- WORK TO BE COMPLETED: Find the lines in the material below that include the word "linecap", count them, and give that count alone.

- DATA SHOWN:
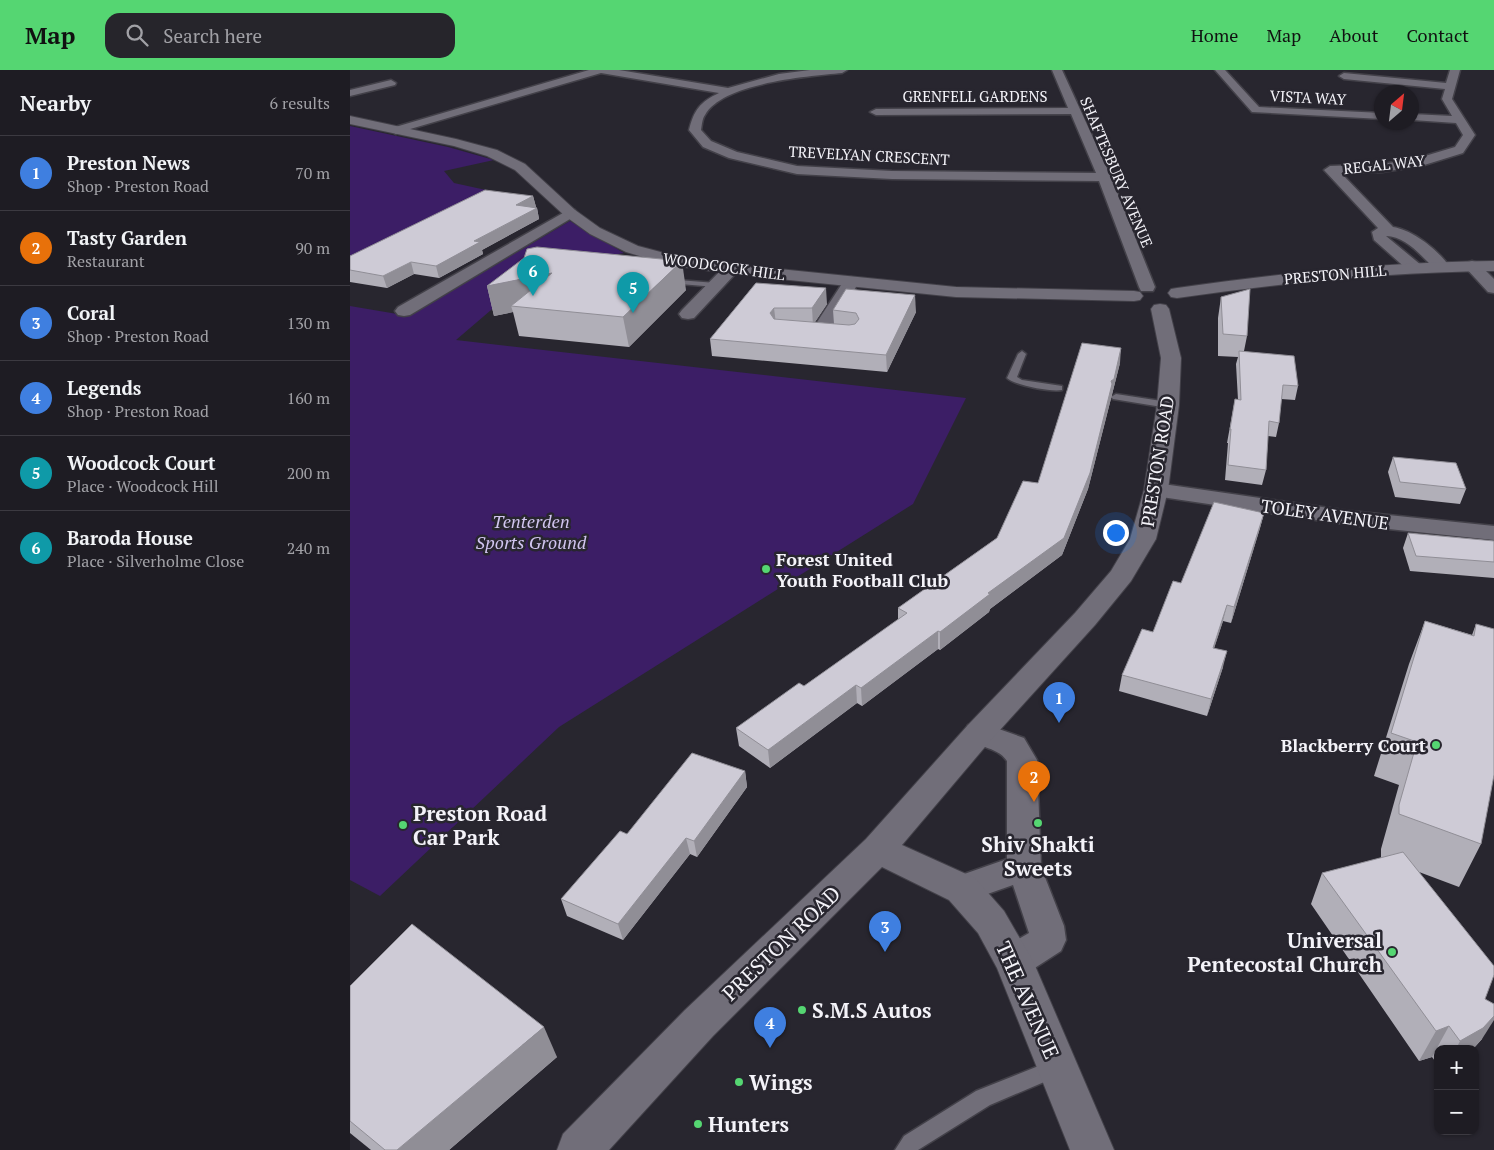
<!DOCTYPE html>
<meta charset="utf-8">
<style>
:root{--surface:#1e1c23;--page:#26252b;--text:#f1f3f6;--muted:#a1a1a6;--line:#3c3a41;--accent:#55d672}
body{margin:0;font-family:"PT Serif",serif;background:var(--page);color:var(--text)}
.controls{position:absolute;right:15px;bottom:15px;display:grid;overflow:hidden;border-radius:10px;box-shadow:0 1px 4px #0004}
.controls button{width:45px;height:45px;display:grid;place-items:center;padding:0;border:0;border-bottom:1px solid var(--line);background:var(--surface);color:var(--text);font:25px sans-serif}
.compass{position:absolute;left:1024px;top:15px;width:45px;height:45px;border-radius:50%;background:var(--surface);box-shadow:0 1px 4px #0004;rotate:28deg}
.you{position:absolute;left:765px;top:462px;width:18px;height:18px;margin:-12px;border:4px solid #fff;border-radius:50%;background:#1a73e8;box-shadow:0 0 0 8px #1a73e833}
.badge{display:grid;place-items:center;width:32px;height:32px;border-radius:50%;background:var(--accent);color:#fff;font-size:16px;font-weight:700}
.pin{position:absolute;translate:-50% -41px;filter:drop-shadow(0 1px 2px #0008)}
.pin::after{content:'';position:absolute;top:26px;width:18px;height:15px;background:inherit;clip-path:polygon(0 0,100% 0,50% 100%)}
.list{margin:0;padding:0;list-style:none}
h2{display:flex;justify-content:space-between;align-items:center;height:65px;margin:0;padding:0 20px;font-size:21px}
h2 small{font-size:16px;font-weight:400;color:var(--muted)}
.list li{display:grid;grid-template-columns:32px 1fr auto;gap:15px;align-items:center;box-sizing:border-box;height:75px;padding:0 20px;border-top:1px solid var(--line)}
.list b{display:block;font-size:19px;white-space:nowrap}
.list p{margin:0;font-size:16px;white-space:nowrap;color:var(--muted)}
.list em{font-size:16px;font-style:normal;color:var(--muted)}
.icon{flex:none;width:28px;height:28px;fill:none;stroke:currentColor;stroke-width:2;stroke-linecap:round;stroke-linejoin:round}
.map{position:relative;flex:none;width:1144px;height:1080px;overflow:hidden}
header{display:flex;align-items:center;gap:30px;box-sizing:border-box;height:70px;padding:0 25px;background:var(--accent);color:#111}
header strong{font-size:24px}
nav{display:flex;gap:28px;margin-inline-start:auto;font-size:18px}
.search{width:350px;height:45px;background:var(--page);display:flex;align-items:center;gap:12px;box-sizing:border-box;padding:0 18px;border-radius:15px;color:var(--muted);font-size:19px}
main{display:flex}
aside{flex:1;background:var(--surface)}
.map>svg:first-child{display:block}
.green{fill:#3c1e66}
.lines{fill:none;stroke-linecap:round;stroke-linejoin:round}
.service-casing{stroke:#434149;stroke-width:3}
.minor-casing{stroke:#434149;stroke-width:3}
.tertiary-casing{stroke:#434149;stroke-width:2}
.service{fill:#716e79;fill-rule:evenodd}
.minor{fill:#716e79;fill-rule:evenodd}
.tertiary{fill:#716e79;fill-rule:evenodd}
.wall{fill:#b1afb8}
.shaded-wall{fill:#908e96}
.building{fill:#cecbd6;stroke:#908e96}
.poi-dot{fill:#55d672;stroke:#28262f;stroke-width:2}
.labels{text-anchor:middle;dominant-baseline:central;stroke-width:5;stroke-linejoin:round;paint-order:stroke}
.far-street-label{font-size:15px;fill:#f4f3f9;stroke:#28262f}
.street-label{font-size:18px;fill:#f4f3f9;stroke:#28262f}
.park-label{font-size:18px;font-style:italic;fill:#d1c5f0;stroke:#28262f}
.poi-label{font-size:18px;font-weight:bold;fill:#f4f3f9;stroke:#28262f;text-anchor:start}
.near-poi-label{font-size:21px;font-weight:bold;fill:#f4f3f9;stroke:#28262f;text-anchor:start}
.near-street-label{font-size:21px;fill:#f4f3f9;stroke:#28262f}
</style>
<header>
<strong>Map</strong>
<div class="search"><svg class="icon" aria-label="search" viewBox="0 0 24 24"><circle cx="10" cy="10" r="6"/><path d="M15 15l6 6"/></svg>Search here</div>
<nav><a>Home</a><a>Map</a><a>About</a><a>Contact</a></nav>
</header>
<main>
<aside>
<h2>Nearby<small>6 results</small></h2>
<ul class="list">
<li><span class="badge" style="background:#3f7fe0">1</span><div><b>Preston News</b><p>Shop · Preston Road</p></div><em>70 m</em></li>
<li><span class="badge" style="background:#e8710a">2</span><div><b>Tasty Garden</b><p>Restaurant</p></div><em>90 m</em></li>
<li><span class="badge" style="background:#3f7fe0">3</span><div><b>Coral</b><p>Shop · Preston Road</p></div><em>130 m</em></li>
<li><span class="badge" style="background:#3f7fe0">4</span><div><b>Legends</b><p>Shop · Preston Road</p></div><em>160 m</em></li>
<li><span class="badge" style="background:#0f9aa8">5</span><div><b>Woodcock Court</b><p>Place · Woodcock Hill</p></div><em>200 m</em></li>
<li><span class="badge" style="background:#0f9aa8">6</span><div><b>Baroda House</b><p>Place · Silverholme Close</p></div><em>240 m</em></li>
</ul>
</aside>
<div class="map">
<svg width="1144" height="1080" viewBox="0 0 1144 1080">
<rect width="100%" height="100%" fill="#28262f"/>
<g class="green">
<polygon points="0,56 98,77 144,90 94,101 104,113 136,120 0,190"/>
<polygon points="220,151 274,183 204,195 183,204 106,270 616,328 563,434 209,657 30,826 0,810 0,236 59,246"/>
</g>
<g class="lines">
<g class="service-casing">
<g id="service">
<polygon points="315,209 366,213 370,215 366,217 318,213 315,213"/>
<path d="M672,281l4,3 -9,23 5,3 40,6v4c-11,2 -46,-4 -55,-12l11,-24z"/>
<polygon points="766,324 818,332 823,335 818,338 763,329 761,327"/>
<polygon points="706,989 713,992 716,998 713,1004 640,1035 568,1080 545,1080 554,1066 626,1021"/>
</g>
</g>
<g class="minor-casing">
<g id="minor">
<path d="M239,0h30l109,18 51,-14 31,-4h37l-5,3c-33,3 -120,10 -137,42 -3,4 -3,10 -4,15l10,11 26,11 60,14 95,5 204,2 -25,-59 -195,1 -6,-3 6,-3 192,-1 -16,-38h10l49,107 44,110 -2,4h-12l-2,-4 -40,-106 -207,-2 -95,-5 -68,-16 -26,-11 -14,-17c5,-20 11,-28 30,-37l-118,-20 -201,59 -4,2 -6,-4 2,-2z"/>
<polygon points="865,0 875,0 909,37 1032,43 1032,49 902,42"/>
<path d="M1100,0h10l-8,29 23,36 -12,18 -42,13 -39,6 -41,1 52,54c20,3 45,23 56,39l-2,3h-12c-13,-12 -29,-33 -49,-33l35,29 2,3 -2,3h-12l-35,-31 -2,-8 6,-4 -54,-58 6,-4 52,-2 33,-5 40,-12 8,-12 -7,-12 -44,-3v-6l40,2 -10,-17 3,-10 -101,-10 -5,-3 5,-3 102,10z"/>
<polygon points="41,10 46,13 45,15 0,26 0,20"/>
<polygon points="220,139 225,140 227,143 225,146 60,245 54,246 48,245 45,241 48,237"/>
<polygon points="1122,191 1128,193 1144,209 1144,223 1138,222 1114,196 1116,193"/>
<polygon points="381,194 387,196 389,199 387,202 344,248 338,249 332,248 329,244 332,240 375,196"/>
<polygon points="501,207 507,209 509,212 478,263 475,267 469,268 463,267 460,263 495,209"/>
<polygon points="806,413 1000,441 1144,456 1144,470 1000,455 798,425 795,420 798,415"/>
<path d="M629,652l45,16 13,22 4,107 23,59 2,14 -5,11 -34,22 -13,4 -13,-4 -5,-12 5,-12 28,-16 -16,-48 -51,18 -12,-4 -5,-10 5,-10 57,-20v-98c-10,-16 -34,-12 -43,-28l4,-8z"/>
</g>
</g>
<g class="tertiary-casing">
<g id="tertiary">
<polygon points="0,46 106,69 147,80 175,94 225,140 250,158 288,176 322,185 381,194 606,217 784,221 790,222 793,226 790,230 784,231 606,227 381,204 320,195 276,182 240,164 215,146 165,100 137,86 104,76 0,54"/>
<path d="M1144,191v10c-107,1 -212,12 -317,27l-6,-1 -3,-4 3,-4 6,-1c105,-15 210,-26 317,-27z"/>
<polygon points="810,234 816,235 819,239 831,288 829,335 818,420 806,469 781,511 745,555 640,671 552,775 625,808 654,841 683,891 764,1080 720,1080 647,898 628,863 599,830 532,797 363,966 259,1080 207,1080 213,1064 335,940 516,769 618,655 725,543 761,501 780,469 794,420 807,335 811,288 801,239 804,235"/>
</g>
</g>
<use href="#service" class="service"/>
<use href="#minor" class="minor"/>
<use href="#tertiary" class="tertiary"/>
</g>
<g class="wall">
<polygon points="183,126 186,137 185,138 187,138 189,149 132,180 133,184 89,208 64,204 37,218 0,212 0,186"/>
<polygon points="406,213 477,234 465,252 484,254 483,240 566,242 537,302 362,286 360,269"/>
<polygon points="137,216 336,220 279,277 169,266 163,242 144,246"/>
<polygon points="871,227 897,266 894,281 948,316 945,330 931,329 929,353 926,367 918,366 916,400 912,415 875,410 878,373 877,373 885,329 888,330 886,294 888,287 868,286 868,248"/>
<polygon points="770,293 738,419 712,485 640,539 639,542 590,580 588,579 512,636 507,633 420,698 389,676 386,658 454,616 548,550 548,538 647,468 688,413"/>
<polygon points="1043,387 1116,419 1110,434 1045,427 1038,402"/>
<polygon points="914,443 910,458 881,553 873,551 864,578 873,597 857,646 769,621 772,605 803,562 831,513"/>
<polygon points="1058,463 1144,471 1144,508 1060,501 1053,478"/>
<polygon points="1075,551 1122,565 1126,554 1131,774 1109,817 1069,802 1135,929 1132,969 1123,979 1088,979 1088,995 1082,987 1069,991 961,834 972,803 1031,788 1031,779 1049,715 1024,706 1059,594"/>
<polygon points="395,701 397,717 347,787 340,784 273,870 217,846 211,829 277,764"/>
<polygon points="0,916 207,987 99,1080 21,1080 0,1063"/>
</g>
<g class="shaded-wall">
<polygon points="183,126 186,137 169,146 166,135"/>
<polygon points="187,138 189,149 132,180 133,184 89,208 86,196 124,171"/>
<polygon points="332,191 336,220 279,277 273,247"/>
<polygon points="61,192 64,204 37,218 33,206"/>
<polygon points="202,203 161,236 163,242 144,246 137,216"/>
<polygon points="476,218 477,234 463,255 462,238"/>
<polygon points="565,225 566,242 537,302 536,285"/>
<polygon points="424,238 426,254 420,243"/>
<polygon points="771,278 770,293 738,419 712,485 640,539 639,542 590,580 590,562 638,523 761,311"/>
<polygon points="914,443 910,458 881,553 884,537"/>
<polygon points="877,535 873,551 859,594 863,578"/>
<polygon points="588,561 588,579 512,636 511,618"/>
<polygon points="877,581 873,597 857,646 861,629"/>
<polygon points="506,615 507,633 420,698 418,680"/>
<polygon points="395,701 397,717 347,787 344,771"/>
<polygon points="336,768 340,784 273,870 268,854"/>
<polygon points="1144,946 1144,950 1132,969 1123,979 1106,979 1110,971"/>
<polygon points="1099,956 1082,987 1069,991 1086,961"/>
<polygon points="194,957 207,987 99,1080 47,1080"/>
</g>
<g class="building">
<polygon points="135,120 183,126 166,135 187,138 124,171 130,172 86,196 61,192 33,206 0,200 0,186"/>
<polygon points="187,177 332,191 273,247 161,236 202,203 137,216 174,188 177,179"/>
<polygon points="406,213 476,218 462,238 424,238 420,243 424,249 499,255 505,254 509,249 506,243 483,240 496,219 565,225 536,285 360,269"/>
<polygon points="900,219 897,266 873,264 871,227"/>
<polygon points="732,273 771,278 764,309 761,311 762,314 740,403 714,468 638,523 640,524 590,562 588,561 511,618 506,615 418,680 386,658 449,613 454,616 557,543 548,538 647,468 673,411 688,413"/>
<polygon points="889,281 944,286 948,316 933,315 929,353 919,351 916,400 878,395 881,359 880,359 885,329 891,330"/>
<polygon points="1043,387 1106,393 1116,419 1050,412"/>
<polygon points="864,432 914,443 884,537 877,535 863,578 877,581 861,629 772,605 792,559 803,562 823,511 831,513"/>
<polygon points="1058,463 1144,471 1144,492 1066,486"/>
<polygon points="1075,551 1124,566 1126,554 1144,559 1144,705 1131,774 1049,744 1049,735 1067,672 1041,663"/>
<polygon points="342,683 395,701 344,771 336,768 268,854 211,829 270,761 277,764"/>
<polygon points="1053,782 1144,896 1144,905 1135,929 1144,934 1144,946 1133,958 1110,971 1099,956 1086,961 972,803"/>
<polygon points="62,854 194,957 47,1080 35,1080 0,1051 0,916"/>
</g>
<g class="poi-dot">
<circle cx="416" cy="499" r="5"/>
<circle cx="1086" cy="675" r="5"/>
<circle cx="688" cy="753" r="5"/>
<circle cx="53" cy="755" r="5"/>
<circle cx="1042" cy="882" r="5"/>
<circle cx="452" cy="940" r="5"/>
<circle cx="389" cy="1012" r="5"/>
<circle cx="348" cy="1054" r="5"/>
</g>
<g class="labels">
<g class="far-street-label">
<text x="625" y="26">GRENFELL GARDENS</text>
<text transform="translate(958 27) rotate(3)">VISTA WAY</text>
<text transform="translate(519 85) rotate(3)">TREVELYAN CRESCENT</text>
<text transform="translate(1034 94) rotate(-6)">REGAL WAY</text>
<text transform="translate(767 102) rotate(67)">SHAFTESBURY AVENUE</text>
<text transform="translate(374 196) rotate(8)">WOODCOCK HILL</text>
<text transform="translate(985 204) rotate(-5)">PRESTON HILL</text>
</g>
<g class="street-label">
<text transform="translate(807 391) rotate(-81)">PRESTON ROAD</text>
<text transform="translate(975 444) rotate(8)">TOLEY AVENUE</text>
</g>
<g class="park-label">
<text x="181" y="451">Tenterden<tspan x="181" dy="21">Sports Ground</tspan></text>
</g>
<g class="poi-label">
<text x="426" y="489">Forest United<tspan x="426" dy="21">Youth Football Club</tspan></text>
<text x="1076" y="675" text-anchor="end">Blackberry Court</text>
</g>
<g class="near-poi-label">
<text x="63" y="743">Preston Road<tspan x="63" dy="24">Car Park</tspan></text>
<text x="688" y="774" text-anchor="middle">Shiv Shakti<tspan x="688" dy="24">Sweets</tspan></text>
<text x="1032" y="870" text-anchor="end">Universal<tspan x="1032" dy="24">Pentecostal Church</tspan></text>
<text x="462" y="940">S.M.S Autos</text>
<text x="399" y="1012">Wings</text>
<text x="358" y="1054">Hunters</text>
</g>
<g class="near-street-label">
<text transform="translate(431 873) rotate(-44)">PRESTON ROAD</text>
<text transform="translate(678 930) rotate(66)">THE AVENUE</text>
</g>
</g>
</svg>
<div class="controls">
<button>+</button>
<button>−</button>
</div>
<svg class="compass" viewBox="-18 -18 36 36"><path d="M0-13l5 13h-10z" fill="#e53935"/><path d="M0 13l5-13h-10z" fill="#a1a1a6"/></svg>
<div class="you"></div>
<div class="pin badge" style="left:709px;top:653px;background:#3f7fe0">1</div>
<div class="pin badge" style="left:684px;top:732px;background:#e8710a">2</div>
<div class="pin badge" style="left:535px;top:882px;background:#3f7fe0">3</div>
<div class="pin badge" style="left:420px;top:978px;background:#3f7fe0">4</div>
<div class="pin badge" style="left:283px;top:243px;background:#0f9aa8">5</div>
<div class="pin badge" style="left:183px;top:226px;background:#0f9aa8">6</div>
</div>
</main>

- OUTPUT FOR THIS EXERCISE: 2